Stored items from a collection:
-----

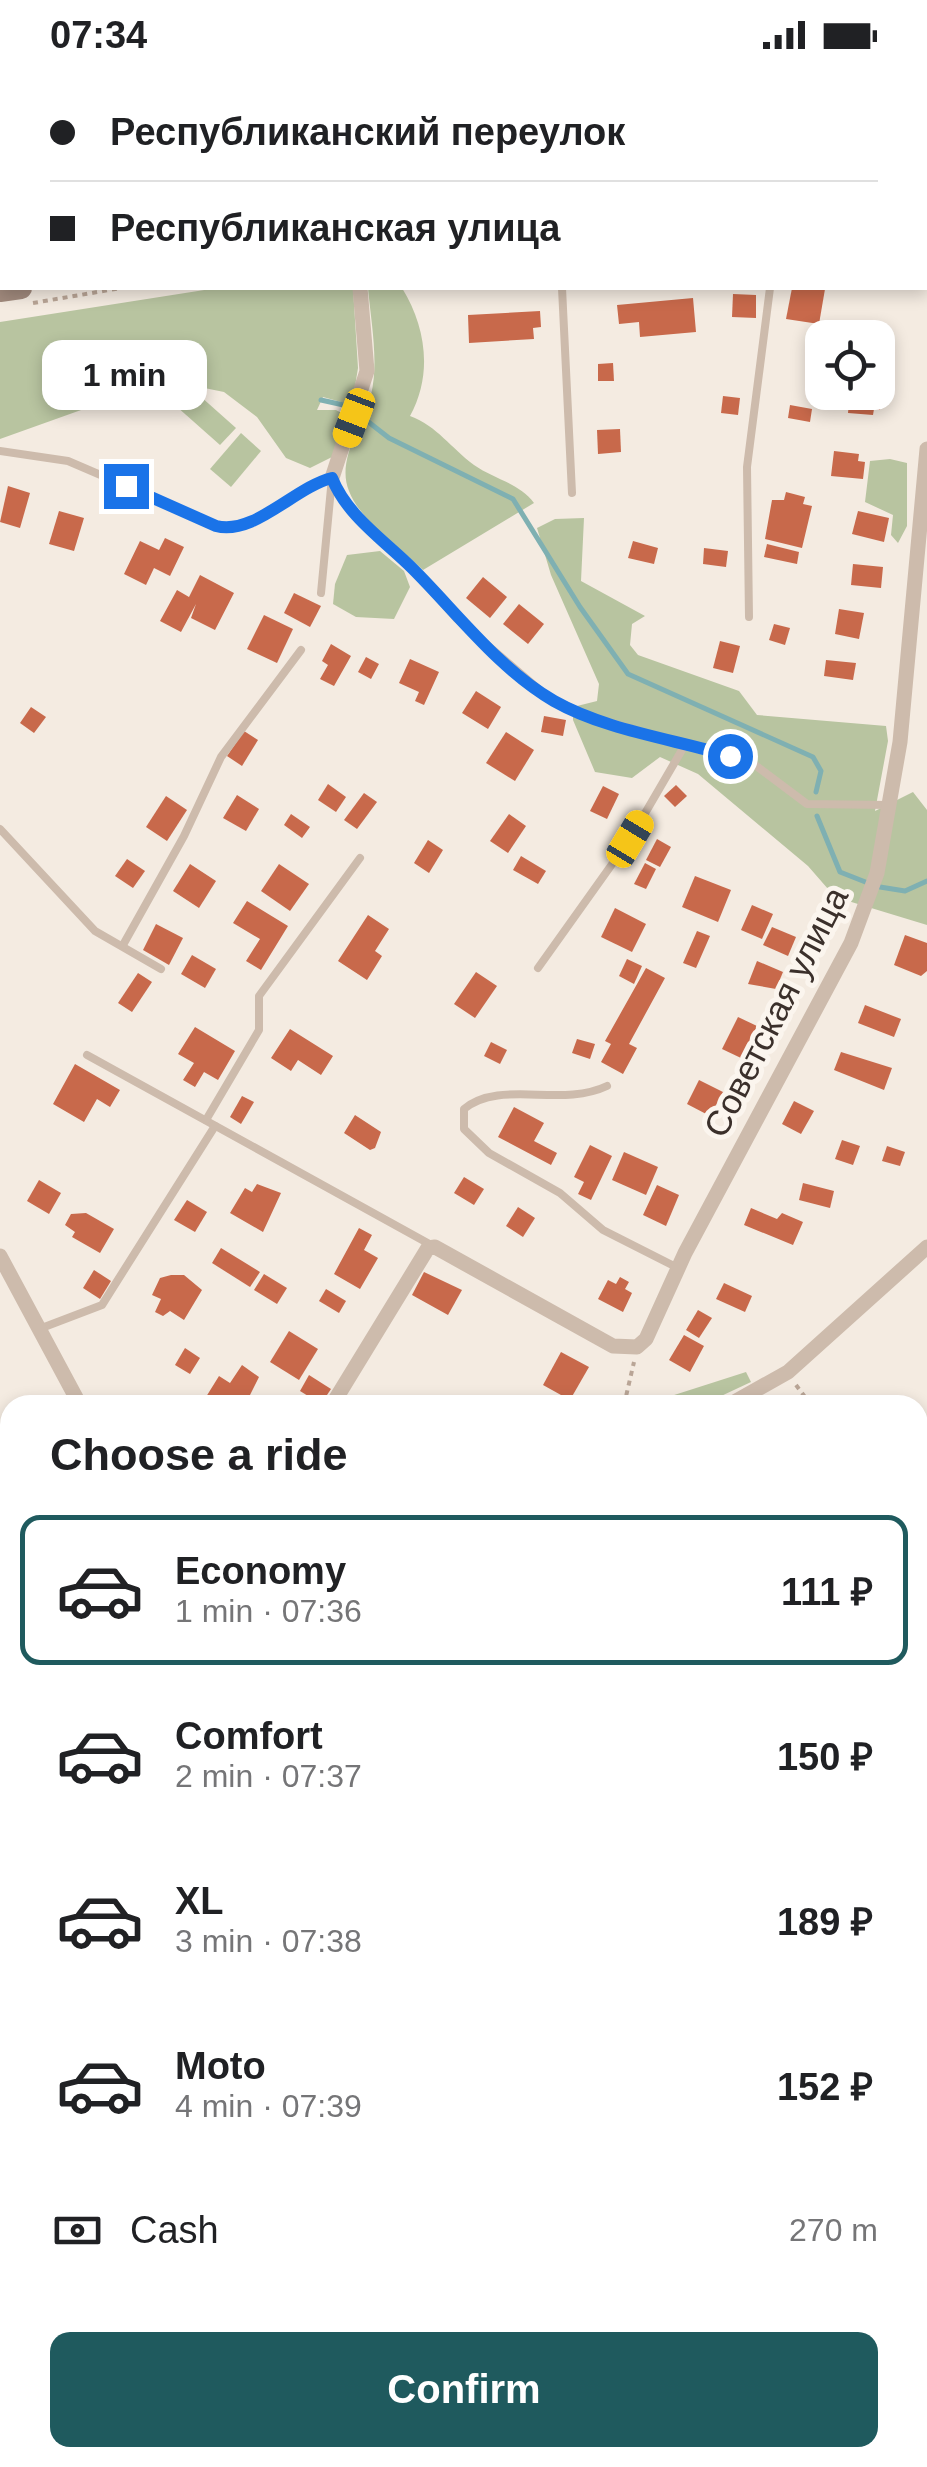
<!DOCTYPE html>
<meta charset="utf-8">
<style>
:root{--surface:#fff;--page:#f2f2f2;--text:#202124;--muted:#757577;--line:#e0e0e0;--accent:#1f5a5e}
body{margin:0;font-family:Arial,sans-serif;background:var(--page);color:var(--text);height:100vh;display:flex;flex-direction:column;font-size:38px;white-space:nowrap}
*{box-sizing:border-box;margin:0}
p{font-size:32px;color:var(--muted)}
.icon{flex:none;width:55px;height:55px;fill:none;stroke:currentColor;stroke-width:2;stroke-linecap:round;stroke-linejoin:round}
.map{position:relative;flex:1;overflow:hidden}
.details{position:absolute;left:0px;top:1325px;width:928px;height:1072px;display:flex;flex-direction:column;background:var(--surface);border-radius:30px 30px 0 0;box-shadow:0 5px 15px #0003}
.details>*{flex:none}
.banner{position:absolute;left:0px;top:0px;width:928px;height:220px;box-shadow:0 5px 15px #0003;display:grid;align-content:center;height:220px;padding:0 50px;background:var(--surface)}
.tools{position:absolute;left:805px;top:250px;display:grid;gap:20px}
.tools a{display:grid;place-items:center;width:90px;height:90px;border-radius:20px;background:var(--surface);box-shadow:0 5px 15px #0003;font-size:50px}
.end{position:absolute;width:45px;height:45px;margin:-22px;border:12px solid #1a73e8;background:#fff;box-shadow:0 0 0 5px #fff}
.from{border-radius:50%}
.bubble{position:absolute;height:70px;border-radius:20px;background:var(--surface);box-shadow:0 5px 15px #0003;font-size:32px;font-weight:700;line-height:70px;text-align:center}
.car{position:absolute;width:30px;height:60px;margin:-30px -15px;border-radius:12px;box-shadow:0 0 8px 2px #0007;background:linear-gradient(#f5c518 24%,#345 0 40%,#f5c518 0 76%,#345 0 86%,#f5c518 0)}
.banner b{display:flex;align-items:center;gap:35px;height:95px;font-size:38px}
.banner b+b{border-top:2px solid var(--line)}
.banner i{width:25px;height:25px;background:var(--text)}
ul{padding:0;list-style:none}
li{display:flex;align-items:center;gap:30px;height:150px;margin:0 20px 15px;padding:0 30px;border:5px solid transparent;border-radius:20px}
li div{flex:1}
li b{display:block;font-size:38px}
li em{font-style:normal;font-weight:700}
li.current{border-color:var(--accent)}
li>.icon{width:90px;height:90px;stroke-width:1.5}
h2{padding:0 50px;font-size:45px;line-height:120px}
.pay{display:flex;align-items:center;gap:25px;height:110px;padding:0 50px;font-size:38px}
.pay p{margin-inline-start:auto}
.primary-button{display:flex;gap:20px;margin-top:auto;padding:20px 50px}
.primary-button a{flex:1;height:115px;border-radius:20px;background:var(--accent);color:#fff;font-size:40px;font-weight:700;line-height:115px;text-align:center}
.status{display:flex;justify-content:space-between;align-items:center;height:70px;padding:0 50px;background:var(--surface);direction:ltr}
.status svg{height:28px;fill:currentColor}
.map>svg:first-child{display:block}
.green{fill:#b8c4a0}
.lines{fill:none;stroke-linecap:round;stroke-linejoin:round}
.stream{stroke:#7fb0b2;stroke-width:5}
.building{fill:#c8694b}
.path{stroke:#b9a596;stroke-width:4;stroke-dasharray:5 5;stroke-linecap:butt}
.service{stroke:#cdbbac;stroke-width:8}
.minor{stroke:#cdbbac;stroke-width:15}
.secondary{stroke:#a18a7d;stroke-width:22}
.route{stroke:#1a73e8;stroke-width:12}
.labels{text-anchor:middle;stroke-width:10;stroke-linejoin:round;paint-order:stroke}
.street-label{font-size:35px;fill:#3b302b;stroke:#fbf5ee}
</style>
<div class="status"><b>07:34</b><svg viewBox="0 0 49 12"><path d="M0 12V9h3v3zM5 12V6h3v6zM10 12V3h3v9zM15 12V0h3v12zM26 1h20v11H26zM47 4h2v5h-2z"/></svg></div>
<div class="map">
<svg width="927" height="2397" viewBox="0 0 927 2397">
<rect width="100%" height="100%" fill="#f4ebe1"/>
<g class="green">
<polygon points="217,218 353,218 358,298 352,335 323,327 317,340 336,340 347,346 332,387 310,398 286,388 257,347 224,322 165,310 0,369 0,252"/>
<path d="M368 218H402C426 257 433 304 410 346 437 356 451 378 474 395 494 409 519 413 534 433L423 500C400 477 361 452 349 421 336 390 363 355 371 325 379 292 371 252 368 218Z"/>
<polygon points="191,318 236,358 220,375 176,336"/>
<polygon points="241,363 261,381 231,417 210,399"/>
<polygon points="890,389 907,393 907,456 898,473 891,465 893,445 865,432 870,391"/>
<polygon points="584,448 581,511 645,546 632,554 630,575 638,585 739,621 757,645 886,656 888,671 875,741 913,722 927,740 927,855 835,827 808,796 698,704 660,687 632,708 595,702 573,650 573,637 597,631 599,614 551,505 537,458 555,449"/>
<polygon points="380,481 404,501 410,517 394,549 356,547 333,534 335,514 347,485"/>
<polygon points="746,1302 751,1312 702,1335 643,1335"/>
<polygon points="927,2342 927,2397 783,2397 808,2388 918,2388 918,2346"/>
</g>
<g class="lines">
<g class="stream">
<polyline points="321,330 348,336 389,368 513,429 580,537 628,604 813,687 821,701 816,722"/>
<polyline points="817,746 840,802 868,813"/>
<polyline points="880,817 905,821 927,811"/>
</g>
</g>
<g class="building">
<polygon points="792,218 825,219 819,254 786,249"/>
<polygon points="733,224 756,225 756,248 732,247"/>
<polygon points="693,228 696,262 640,267 639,252 619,254 617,235"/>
<polygon points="540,241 541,257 533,258 534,269 469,273 468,245"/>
<polygon points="859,250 884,255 883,261 891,262 880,296 878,268 856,268"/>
<polygon points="613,293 614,311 598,311 598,294"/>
<polygon points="878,318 882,318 880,340 874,339 873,345 848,343 850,322 878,322"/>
<polygon points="723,326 740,328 738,345 721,343"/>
<polygon points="790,335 812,339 810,352 788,348"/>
<polygon points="620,359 621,382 598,384 597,360"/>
<polygon points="834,381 859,384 858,391 865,392 863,409 831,406"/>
<polygon points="8,416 30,423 20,458 0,452"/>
<polygon points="786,422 805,427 803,434 812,436 802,478 765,469 772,430 784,430"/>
<polygon points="59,441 84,448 74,481 49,474"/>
<polygon points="858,441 889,448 884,472 852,464"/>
<polygon points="165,468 184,477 170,506 154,498 146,515 124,504 140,471 159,480"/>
<polygon points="633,471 658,478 654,494 628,488"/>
<polygon points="767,474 799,482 797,494 764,487"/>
<polygon points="704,478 728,481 726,497 703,494"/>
<polygon points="853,494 883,497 881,518 851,515"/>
<polygon points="200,505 234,523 215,560 191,548 196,534 181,562 160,551 177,520 189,527"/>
<polygon points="483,507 507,527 490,548 466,528"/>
<polygon points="294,523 321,536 310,557 284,543"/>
<polygon points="519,534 544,554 528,574 503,554"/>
<polygon points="839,539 864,543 859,569 835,564"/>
<polygon points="264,545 293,559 277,593 247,579"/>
<polygon points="774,554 790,558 785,575 769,570"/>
<polygon points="720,571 740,576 733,603 713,598"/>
<polygon points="331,574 351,586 334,616 320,609 328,595 322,591"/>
<polygon points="366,587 379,594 371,609 358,602"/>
<polygon points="410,589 439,602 424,635 415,631 419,622 399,613"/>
<polygon points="826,590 856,593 853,610 824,606"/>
<polygon points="476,621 501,637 488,659 462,643"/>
<polygon points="31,637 46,647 34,663 20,653"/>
<polygon points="544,646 566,650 563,666 541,662"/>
<polygon points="244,661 258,670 242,696 227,686"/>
<polygon points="506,662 534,680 515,711 486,693"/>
<polygon points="328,714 346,727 336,742 318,730"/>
<polygon points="676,715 687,726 675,737 664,726"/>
<polygon points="603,716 619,724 607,749 590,741"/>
<polygon points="364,723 377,732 357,759 344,750"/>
<polygon points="237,725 259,739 246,761 223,748"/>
<polygon points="166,726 187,740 167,771 146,757"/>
<polygon points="291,744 310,757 302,768 284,755"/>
<polygon points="509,744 526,756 508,783 490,771"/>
<polygon points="657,769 671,777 660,797 646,790"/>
<polygon points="428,770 443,780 429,803 414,793"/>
<polygon points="521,786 546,801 538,814 513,800"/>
<polygon points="127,789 145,801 133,818 115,806"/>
<polygon points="645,793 656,799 646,819 634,814"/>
<polygon points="190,794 216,811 199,838 173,821"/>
<polygon points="279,794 309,814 290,841 261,821"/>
<polygon points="695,806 731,820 718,852 682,837"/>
<polygon points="247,831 288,856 261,900 246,891 260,869 233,853"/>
<polygon points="752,835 773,844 762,869 741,860"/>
<polygon points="615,838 646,854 632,882 601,867"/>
<polygon points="368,845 389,859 375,881 382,886 367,910 338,891"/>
<polygon points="156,854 183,868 169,895 143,880"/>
<polygon points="772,857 796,867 788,886 763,875"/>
<polygon points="697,861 710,866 696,898 683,893"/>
<polygon points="905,865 927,873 927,901 921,906 894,895"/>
<polygon points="192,885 216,899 205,918 181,904"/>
<polygon points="627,889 642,896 634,914 619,906"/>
<polygon points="757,891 783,902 776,919 748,914"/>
<polygon points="646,898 665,908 629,974 637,978 623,1004 601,992 611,974 605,971"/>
<polygon points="476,902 497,916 475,948 454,934"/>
<polygon points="138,903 152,912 132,942 118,933"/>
<polygon points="865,935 901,949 894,967 858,953"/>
<polygon points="738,947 757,956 741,988 722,979"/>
<polygon points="195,957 235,981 218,1010 204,1002 195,1017 183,1010 194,993 178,984"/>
<polygon points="290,959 333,986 321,1005 298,990 291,1001 271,988"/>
<polygon points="577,969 595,974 590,989 572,983"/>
<polygon points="491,972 507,980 500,994 484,986"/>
<polygon points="841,982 892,998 884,1020 834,1000"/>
<polygon points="75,994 120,1020 110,1037 97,1029 84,1052 53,1034"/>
<polygon points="699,1010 723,1022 710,1046 687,1034"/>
<polygon points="242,1026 254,1032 241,1054 230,1047"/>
<polygon points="794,1031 814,1041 801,1064 782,1054"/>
<polygon points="514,1037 544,1053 534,1071 557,1083 551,1095 498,1067"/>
<polygon points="355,1045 381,1062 375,1078 370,1080 344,1063"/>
<polygon points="842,1070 860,1076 853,1095 835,1089"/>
<polygon points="590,1075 612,1086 591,1130 578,1124 584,1112 574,1107"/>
<polygon points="887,1076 905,1082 900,1096 882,1091"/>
<polygon points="624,1082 658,1097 646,1125 612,1110"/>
<polygon points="464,1107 484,1119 474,1135 454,1123"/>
<polygon points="39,1110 61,1123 49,1144 27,1131"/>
<polygon points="803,1113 834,1121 830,1138 799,1130"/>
<polygon points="257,1114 281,1123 263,1162 230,1143 245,1118 252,1122"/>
<polygon points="657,1115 679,1125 666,1156 643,1145"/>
<polygon points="187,1130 207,1142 195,1162 174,1150"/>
<polygon points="518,1137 535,1148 523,1167 506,1156"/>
<polygon points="751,1138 777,1149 782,1143 803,1152 793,1175 744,1155"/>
<polygon points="86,1143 114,1159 100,1183 72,1167 75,1162 65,1155 71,1144"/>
<polygon points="359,1158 372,1165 364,1180 378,1188 360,1219 334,1204"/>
<polygon points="221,1178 260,1202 250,1217 212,1193"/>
<polygon points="94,1200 111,1211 100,1229 83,1218"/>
<polygon points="424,1202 462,1220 448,1245 412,1225"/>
<polygon points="264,1204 287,1218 277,1234 254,1220"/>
<polygon points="171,1205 184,1205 202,1220 184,1250 170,1241 163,1246 155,1242 161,1229 152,1225 160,1208"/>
<polygon points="620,1207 629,1212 625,1219 632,1223 623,1242 598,1229 608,1210 616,1214"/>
<polygon points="724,1213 752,1226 745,1242 716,1229"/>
<polygon points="326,1219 346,1231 339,1243 319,1231"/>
<polygon points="698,1240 712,1248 699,1268 686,1260"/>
<polygon points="289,1261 318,1279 299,1310 270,1292"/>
<polygon points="684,1265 704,1276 690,1302 669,1290"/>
<polygon points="185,1278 200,1288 190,1304 175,1295"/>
<polygon points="561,1282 589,1297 570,1330 543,1315"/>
<polygon points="242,1295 259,1307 245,1335 201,1335 219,1306 230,1313"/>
<polygon points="309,1305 331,1319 321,1334 300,1321"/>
<polygon points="923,1648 927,1649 927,1704 918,1701 918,1652"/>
<polygon points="9,2149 10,2185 0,2187 0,2151"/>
</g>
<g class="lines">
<g class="path">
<polyline points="33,233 121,218"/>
<polyline points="796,1315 811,1335"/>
<polyline points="624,1335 634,1292"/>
<polyline points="918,1428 927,1427"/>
<polyline points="0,1642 10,1641"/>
</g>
<g class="service">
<polyline points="119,0 119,2"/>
<polyline points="637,0 637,2"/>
<polyline points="562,218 572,423"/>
<path d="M0 381 68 391 224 458C262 458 295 417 332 408"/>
<polyline points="332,408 349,439 413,499 457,549 549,628 591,647 755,695 807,734 889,735"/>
<polyline points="321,523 332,408"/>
<polyline points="749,547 747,397 770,218"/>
<polyline points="0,759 95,861 161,899"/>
<polyline points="123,875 184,766 221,687 301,580"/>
<polyline points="538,898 630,769 686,673"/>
<polyline points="87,985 433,1176"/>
<path d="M607 1016C561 1038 500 1009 464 1039V1059L489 1083 560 1123 603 1160 678 1198"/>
<polyline points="206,1050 259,960 259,926 360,788"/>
<polyline points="39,1259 102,1235 215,1056"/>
<polyline points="918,1772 927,1794"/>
<polyline points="918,2367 927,2363"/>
<polyline points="690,2388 694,2397"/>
<polyline points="897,2388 901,2397"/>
<polyline points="838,2397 864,2388"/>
</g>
<g class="minor">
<polyline points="364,0 364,2"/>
<polyline points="332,408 367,301 360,218"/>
<polyline points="0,1186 80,1335"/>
<polyline points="332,1335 428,1178 435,1177 613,1276 637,1277 646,1269 685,1183 851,873 877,803 900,672 927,379"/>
<polyline points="729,1335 788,1302 927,1177"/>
<polyline points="918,1490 927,1511"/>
<polyline points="0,1971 10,1994"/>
<polyline points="115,2397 118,2388"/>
</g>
<g class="secondary">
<polyline points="925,145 927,145"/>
<polyline points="0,221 21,218"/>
</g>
</g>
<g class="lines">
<path class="route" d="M126 416 216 456C254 466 295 417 332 408 347 446 385 471 413 499 457 543 499 599 554 631 605 660 673 669 730 686"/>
</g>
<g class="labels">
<g class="street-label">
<text transform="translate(776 942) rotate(-63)" y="12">Советская улица</text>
</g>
</g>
</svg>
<div class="tools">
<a><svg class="icon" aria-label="locate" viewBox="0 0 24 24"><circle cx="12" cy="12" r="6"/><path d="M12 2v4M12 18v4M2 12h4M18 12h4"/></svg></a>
</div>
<i class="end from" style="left:730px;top:686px"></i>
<i class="end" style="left:126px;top:416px"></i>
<div class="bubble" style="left:42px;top:270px;width:165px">1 min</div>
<i class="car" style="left:354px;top:348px;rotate:201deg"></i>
<i class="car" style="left:630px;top:769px;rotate:31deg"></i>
<div class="banner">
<b><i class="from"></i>Республиканский переулок</b>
<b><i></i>Республиканская улица</b>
</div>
<section class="details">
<h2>Choose a ride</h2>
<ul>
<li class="current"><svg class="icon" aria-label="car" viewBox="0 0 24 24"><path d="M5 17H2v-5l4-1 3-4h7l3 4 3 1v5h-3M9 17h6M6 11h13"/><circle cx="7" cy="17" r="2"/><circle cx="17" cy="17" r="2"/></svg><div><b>Economy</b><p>1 min · 07:36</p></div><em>111 ₽</em></li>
<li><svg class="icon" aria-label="car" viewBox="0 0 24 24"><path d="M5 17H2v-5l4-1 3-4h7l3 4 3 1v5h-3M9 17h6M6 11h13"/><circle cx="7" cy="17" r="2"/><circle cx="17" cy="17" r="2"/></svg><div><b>Comfort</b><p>2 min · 07:37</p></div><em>150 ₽</em></li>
<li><svg class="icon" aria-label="car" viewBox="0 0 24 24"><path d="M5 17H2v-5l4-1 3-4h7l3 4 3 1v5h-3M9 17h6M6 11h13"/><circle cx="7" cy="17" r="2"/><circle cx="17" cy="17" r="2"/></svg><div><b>XL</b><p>3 min · 07:38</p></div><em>189 ₽</em></li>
<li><svg class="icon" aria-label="car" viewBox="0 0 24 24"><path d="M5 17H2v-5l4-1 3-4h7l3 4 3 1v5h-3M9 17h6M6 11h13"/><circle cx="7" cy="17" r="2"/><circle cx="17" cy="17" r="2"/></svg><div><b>Moto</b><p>4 min · 07:39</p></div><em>152 ₽</em></li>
</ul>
<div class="pay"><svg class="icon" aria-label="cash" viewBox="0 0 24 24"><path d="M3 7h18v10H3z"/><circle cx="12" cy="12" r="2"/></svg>Cash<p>270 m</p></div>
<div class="primary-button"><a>Confirm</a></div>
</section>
</div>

-----

What to work on: How many lines in the records include "linecap"? Answer with the number alone.

Your solution: 3